There have been many different versions of HTML since the World Wide Web was invented in the early 90s by Tim Berners-Lee. The ‘rules’ for using each version are encapsulated in the standards published by the World Wide Web Consortium (W3C). The standards dictate the tags publishers are allowed to use (and in what order), and how those tags should be interpreted by browsers and ‘user agents’. For example, text within header tags are interpreted as headings, text within paragraph tags are interpreted as paragraphs.
How else would your web browser know the <h1> tag around a particular piece of text means, ‘display this as a headings’, if it didn’t have a set of rules to follow?
It is said (with irony), that ‘the great thing about standards is that there are so many to choose from’; and in this case it is quite true. However, if you are beginner, you won’t go far wrong if you decide to use the latest – and final – version of HTML released by the W3C, i.e., HTML 4.01 Strict. This is a good standard to adopt as it will never change (giving you a solid reliable way to markup your pages), and web browsers will understand your pages for a good while yet.
The ‘Strict’ part of the name means that you should not use tags and attributes that are no longer part of the final HTML standard (the jargon used when referring to these non-standard tags and attributes is ‘deprecated’). Mostly these are tags and attributes that are related to altering page presentation, e.g., the <font> tag and the bgcolor attribute. Staying away from deprecated tags and attributes removes a few more potential barriers to accessibility for your visitors.

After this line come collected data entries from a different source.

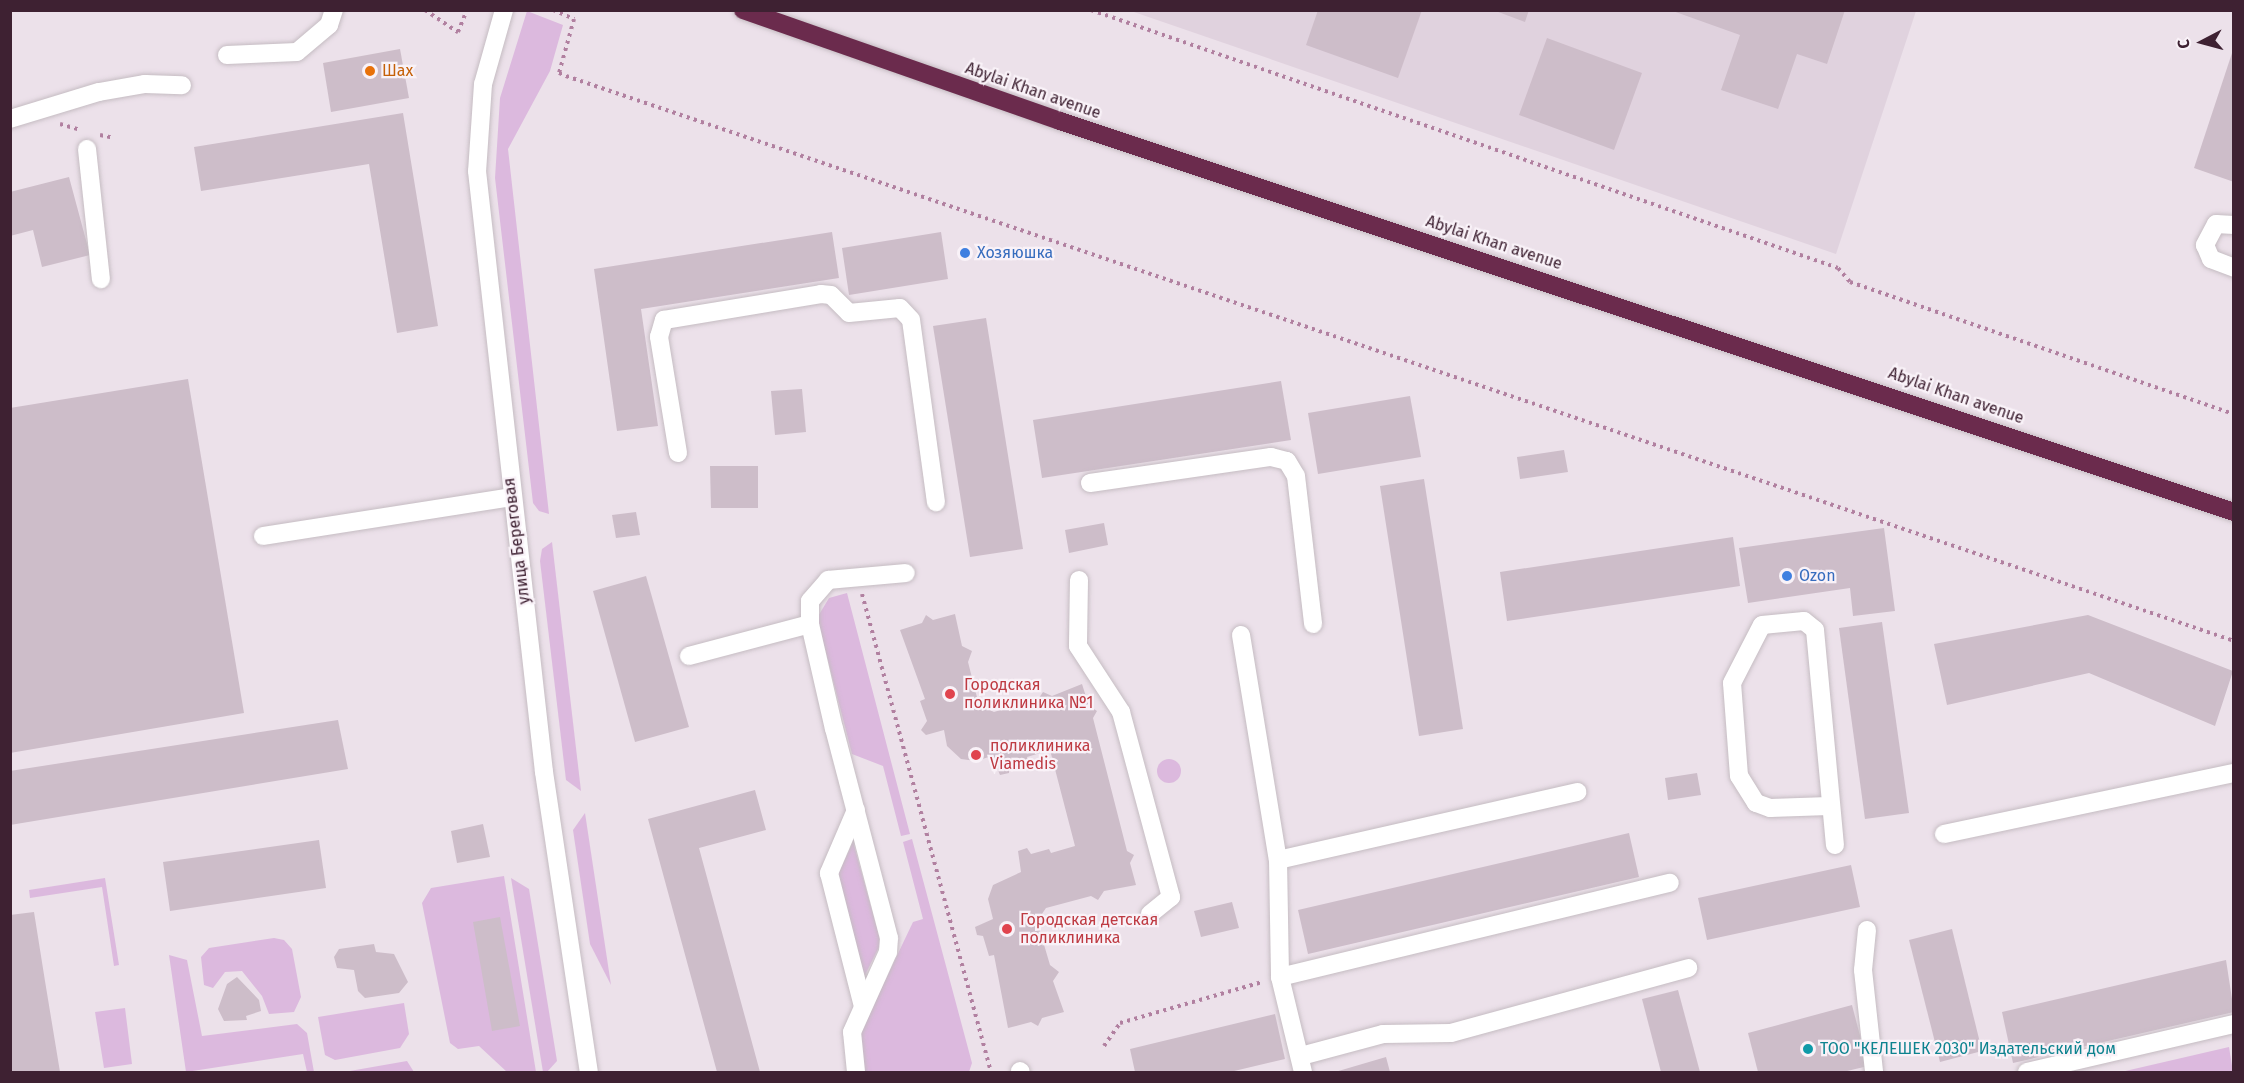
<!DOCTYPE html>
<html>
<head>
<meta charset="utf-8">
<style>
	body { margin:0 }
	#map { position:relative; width:2244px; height:1083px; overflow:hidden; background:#ece1ea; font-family:"Fira Sans",sans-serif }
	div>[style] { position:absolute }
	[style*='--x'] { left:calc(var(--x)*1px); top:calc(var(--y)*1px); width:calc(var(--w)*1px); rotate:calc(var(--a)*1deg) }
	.built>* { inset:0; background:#e0d2de }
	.green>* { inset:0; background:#dcb9de }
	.round { border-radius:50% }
	.building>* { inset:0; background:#cdbdc9 }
	.path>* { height:4px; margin-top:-2px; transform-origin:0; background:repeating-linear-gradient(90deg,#b180a0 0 3px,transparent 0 7.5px) }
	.roads { filter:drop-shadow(0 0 2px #c5bcc2) drop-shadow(0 0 2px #c5bcc2) }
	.minor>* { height:18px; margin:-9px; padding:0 9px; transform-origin:9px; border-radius:9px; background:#fff }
	.highway>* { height:18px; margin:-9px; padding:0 9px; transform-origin:9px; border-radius:9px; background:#6b2b4d }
	.dots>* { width:16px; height:16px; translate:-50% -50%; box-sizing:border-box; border:3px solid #f9f2f8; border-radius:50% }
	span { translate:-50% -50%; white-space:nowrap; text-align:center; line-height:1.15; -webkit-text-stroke:4.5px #f9f2f8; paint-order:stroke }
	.food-label { font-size:16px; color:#c56008 }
	.left { translate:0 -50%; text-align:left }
	.street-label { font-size:16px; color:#3e2132 }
	.shop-label { font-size:16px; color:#366cbe }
	.health-label { font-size:16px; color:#be3a42 }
	.culture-label { font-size:16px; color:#0d838f }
	.frame { position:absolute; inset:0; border:12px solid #3e2132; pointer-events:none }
	.north { position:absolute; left:2172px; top:12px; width:60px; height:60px; -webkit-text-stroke:4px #f9f2f8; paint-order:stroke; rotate:264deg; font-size:16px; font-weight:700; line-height:24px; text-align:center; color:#3e2132 }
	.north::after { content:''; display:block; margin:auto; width:21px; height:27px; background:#3e2132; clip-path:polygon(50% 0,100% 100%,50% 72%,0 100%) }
</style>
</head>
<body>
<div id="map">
	<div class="built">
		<i style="clip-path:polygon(1131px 11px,1916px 11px,1836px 254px)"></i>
	</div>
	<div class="green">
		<i style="clip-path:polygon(527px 11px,563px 25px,550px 71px,508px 149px,549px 514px,539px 511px,533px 503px,495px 178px,500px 98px)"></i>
		<i style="clip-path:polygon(552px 542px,581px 791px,566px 780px,540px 561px,542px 549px)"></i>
		<i style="clip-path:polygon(847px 593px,910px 834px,901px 836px,883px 766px,852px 754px,817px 618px,829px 598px)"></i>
		<i class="round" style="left:1157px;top:759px;width:24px;height:24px"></i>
		<i style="clip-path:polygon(585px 813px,611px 985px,590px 944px,573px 830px)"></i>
		<i style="clip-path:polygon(912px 839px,972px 1063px,969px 1072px,862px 1072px,855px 1044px,913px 922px,923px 919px,903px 842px)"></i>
		<i style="clip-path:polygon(853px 842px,881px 943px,863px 979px,836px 879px)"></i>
		<i style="clip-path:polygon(504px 876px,536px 1072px,507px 1072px,479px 1046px,458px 1049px,450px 1043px,422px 903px,431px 888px)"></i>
		<i style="clip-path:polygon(105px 878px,119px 965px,114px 966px,102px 887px,30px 898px,29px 890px)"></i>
		<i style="clip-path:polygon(511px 878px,529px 889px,557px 1061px,547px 1072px,543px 1072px)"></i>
		<i style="clip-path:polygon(274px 938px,284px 940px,292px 949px,301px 997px,294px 1012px,269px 1014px,262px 996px,242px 971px,225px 972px,213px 988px,204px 985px,201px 957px,209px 948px)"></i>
		<i style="clip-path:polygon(169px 955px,187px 960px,202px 1036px,297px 1024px,307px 1033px,314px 1072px,307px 1072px,303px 1054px,186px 1072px)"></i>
		<i style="clip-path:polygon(404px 1003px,409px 1034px,400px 1048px,335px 1060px,325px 1055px,318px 1017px)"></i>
		<i style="clip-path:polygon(125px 1008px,132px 1064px,104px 1068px,95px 1012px)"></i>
		<i style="clip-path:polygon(2229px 1047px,2233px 1072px,2121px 1072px)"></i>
		<i style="clip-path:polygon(407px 1061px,414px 1072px,344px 1072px)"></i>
	</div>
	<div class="building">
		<i style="clip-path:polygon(1318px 10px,1422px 10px,1398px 78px,1306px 45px)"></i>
		<i style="clip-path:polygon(1493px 10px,1529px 10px,1525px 22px)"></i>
		<i style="clip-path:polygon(1670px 10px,1845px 10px,1827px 64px,1797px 54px,1778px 109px,1721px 90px,1740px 35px)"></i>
		<i style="clip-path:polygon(1547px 38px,1642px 73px,1614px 150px,1519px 115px)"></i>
		<i style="clip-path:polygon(400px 49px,409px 98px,331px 112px,323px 63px)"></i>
		<i style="clip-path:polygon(2233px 50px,2234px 50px,2234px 182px,2194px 168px)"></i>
		<i style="clip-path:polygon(403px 113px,438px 326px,397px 333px,369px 164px,201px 191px,194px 147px)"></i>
		<i style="clip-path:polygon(69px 177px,90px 255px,42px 267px,33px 230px,10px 236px,10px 192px)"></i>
		<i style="clip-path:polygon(832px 232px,839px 278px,641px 309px,658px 426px,617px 431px,594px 269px)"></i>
		<i style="clip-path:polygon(941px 232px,948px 279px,849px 295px,842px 248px)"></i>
		<i style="clip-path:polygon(986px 318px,1023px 549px,970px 557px,933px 326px)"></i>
		<i style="clip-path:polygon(188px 379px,244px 713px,10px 753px,10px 408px)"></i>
		<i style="clip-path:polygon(1281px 381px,1291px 440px,1042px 478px,1033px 420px)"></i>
		<i style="clip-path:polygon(802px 389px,806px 432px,775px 435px,771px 391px)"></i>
		<i style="clip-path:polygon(1410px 396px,1421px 457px,1318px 474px,1308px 413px)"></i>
		<i style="clip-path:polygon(1564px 450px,1568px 472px,1520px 479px,1517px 457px)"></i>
		<i style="clip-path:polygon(710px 466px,758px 466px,758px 508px,711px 508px)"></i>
		<i style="clip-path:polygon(1424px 479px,1463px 729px,1419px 736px,1380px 486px)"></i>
		<i style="clip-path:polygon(636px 512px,640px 535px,616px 538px,612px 515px)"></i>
		<i style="clip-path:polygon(1104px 523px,1108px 545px,1069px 553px,1065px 530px)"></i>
		<i style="clip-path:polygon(1884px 528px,1895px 611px,1853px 616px,1850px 588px,1748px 603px,1739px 548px)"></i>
		<i style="clip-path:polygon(1733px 537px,1740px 586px,1507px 621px,1500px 572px)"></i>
		<i style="clip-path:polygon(646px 576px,689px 727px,635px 742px,593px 591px)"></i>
		<i style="clip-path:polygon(955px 614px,962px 646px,972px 651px,968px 662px,979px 705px,994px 712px,1039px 698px,1043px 692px,1052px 696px,1082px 684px,1089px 706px,1097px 711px,1093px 718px,1127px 851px,1134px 855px,1130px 863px,1136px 885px,1104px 891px,1098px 900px,1091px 896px,1046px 908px,1037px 921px,1050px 965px,1059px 972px,1053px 981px,1064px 1012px,1042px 1018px,1038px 1026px,1031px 1022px,1008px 1028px,994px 955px,989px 956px,983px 936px,977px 935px,975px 927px,993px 919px,988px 899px,993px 885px,1021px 872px,1018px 851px,1027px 848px,1031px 854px,1049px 849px,1051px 853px,1075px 846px,1050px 750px,1027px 757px,1028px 760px,1009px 766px,1009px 773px,1000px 775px,992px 756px,976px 761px,961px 759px,947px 746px,944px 730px,926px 735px,921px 730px,927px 721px,920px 701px,925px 699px,900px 630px,922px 623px,926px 615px,933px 620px)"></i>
		<i style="clip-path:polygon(2088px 615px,2233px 671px,2215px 726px,2089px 673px,1947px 705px,1934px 644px)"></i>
		<i style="clip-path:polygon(1882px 622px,1909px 813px,1865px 819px,1839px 628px)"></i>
		<i style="clip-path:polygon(338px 720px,348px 769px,10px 825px,10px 771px)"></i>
		<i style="clip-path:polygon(1697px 773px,1701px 795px,1668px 800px,1665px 778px)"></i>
		<i style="clip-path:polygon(755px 790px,766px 830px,699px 848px,760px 1072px,717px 1072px,648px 819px)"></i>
		<i style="clip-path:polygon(483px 824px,490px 857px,457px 863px,451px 831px)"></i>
		<i style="clip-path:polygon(1629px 833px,1639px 877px,1308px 954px,1298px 910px)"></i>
		<i style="clip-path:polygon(319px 840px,326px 888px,170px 911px,163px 862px)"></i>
		<i style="clip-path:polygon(1851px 865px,1860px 907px,1707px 940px,1698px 898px)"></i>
		<i style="clip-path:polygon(1232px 902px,1239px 928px,1201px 937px,1194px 911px)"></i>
		<i style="clip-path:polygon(34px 912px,45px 981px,60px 1072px,10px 1072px,10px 915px)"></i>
		<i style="clip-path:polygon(500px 917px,520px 1026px,492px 1031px,473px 922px)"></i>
		<i style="clip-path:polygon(1952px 929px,1982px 1051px,1940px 1062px,1909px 940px)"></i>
		<i style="clip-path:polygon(374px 944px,376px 952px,394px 954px,408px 982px,399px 993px,365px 998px,358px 991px,354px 970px,337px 968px,334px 957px,339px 949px)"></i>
		<i style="clip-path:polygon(2226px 960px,2234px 1012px,2013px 1063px,2002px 1012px)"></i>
		<i style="clip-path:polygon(237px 977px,259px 1000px,261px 1011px,246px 1016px,247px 1020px,224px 1021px,218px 1009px,227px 984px)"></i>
		<i style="clip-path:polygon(1678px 990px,1700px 1072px,1661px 1072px,1642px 999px)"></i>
		<i style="clip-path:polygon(1852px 1005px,1868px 1066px,1843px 1072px,1758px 1072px,1748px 1033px)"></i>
		<i style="clip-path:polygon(1275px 1014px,1285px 1059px,1230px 1072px,1135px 1072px,1130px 1049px)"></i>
		<i style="clip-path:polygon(1386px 1057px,1390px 1072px,1335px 1072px)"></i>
	</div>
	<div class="path">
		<i style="--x:425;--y:10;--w:40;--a:34"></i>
		<i style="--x:458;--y:32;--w:24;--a:-68"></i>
		<i style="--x:553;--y:10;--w:23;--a:23"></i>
		<i style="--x:574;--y:19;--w:56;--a:105.5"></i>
		<i style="--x:559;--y:73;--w:8;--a:23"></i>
		<i style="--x:566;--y:76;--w:1761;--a:18.71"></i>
		<i style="--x:1091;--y:10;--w:790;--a:19.05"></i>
		<i style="--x:1838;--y:268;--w:18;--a:49"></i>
		<i style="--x:1850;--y:282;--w:406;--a:19"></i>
		<i style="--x:60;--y:124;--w:22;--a:16"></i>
		<i style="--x:100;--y:135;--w:14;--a:12"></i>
		<i style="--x:862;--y:594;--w:495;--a:74.9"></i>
		<i style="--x:1104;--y:1046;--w:28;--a:-55"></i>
		<i style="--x:1120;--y:1023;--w:148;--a:-16.1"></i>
	</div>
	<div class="roads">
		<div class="minor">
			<i style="--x:504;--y:10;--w:77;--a:105.8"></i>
			<i style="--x:483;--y:84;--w:87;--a:93.9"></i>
			<i style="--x:477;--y:171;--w:605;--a:83.64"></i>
			<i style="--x:544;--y:772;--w:303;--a:81.5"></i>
			<i style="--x:227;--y:55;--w:70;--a:-2.5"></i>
			<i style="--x:297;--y:52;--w:42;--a:-40.2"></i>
			<i style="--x:329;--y:25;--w:16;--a:-72"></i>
			<i style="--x:10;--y:119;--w:93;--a:-16.9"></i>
			<i style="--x:99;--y:92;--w:47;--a:-9.9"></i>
			<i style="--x:145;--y:84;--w:37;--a:2"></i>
			<i style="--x:87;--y:149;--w:131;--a:83.9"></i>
			<i style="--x:2234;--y:225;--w:18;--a:-177"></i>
			<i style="--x:2216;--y:224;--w:24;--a:118"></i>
			<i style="--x:2205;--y:245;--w:15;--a:67"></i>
			<i style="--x:2211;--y:259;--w:25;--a:21"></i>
			<i style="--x:678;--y:453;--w:118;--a:-99.3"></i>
			<i style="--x:659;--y:337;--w:18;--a:-74"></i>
			<i style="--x:664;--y:320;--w:159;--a:-9.4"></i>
			<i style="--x:821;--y:294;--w:10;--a:6"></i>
			<i style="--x:831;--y:295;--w:25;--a:45"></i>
			<i style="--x:849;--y:313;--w:51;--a:-5.6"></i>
			<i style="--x:900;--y:308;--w:16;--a:47"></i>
			<i style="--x:911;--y:320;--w:184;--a:82.2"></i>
			<i style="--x:1090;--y:483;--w:183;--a:-8.2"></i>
			<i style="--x:1271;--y:457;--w:16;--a:14"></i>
			<i style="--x:1287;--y:461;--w:17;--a:59"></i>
			<i style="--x:1296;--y:476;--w:149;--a:83.4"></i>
			<i style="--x:263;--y:536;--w:252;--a:-8.9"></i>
			<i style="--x:1079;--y:580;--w:66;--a:90.9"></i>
			<i style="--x:1078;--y:646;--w:79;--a:56.9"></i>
			<i style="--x:1121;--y:712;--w:192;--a:74.9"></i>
			<i style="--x:1171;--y:897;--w:27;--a:141"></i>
			<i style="--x:1241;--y:635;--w:228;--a:80.7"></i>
			<i style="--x:1278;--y:860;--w:117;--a:89"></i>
			<i style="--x:1280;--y:977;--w:98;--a:76.4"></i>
			<i style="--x:689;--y:656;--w:125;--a:-14.8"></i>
			<i style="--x:1829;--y:806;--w:59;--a:178.1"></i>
			<i style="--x:1770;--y:808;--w:15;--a:-160"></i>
			<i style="--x:1756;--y:803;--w:32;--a:-122"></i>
			<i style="--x:1739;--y:776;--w:93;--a:-94.3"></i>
			<i style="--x:1732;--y:683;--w:65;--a:-62.7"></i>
			<i style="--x:1762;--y:625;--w:42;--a:-5.4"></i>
			<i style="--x:1804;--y:621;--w:14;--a:39"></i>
			<i style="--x:1815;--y:630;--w:216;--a:84.7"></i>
			<i style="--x:856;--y:810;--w:69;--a:113.2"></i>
			<i style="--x:829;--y:873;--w:137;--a:75.7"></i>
			<i style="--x:1944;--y:834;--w:296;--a:-11.9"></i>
			<i style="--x:1278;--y:860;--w:307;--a:-12.8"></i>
			<i style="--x:1867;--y:930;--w:40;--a:95.7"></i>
			<i style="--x:1863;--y:970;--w:103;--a:83.8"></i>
			<i style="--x:1280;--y:977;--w:401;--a:-13.6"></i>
			<i style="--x:1301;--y:1056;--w:85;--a:-15"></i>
			<i style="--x:1383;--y:1034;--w:68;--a:-0.8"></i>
			<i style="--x:1451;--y:1033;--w:246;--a:-15.3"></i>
			<i style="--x:1020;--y:1071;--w:1;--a:45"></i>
			<i style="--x:856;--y:1072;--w:40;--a:-95.7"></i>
			<i style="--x:852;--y:1032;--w:88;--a:-65.8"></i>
			<i style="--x:888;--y:952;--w:14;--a:-86"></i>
			<i style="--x:889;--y:938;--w:216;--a:-104.7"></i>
			<i style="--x:834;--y:729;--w:108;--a:-102.9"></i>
			<i style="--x:810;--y:624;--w:23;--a:-90"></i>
			<i style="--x:810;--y:601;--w:28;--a:-49"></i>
			<i style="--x:828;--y:580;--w:78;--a:-5.1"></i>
			<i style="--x:2027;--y:1072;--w:212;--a:-13.1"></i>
		</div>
		<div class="highway">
			<i style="--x:743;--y:10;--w:336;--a:19.3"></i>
			<i style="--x:1060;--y:121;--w:1237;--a:18.42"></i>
		</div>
	</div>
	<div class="dots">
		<i style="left:370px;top:71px;background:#e8710a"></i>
		<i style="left:965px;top:253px;background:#3f7fe0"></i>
		<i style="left:1787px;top:576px;background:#3f7fe0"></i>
		<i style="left:950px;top:694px;background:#e0444e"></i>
		<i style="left:976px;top:755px;background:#e0444e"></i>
		<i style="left:1007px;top:929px;background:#e0444e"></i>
		<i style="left:1808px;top:1049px;background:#0f9aa8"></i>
	</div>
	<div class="food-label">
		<span class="left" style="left:382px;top:71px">Шах</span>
	</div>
	<div class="street-label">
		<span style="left:1033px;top:91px;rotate:19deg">Abylai Khan avenue</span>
		<span style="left:1494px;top:243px;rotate:18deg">Abylai Khan avenue</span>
		<span style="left:1956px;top:396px;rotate:19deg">Abylai Khan avenue</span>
		<span style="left:517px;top:541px;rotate:-97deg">улица Береговая</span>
	</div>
	<div class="shop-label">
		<span class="left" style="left:977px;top:253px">Хозяюшка</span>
		<span class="left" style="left:1799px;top:576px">Ozon</span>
	</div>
	<div class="health-label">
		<span class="left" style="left:964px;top:694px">Городская<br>поликлиника №1</span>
		<span class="left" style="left:990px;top:755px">поликлиника<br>Viamedis</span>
		<span class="left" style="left:1020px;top:929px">Городская детская<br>поликлиника</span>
	</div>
	<div class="culture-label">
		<span class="left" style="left:1820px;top:1049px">ТОО "КЕЛЕШЕК 2030" Издательский дом</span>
	</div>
	<div class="frame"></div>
	<div class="north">С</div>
</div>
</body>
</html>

If you are a more experienced coder and you have the tools to ensure that you don’t make mistakes when marking up documents, you may prefer to use XHTML 1 Strict. Adopting this more up-to-date standard will make you feel more virtuous, assist with accessibility, and help to future-proof your pages.
(If you read the excellent book, Designing With Web Standards by Jeffrey Zeldman, you will be convinced that you should be using XHTML 1 Transitional – but if you read the warnings by Ian Hickson about the dangers of sending XHTML as Text/HTML you will be slightly less sure.)
Future developments in the area of ‘markup for the web’ are based around the use of Extensible Markup Language – XML for short. This is not the place for a long discussion about what XML is, and what it can be used for, suffice to say it is a way of labeling and adding structure to data; in the case of XHTML – which is an application of XML – the data being labelled and structured is the content of a web page. XML is potentially a more flexible and ‘intelligent’ way of adding labels to your web published documents – because it is designed to make it easier for computers to process and transform documents into different formats.
All HTML pages must include a Document Type Declaration (DTD) as the first element in on the page. For example, if you are using HTML 4.01 Transitional, that declaration will be:
<!DOCTYPE HTML PUBLIC "-//W3C//DTD HTML 4.01 Transitional//EN" "http://www.w3.org/TR/html4/loose.dtd">
There are three DTDs for HTML 4.01, ‘Strict’, ‘Transitional’ and ‘Frameset’. Using ‘Transitional’ means you are allowed to use some of the ‘deprecated’ tags in your pages (i.e. tags that are no longer part of the standard). If you are interested in finding out more I suggest the article, Fixing Your Site With the Right DOCTYPE.
Stardard HTML documents are ‘marked up’ in a way that makes it clear up what parts are headings, what parts are paragraphs, what parts are images, lists, and so on.
Using HTML in a standard way means you have to put the correct labels (i.e tags) around the appropriate document structures; headings should be marked up using heading tags, lists should be marked up using list tags, passages of quotation should be marked up with the blockquote element, and so on. In other words the HTML tags should be used to label the various elements of your documents according the rules of HTML. Using standard markup also means that you are using the tags in the correct places and in the correct order, e.g. you can’t put a heading tag inside an image tag.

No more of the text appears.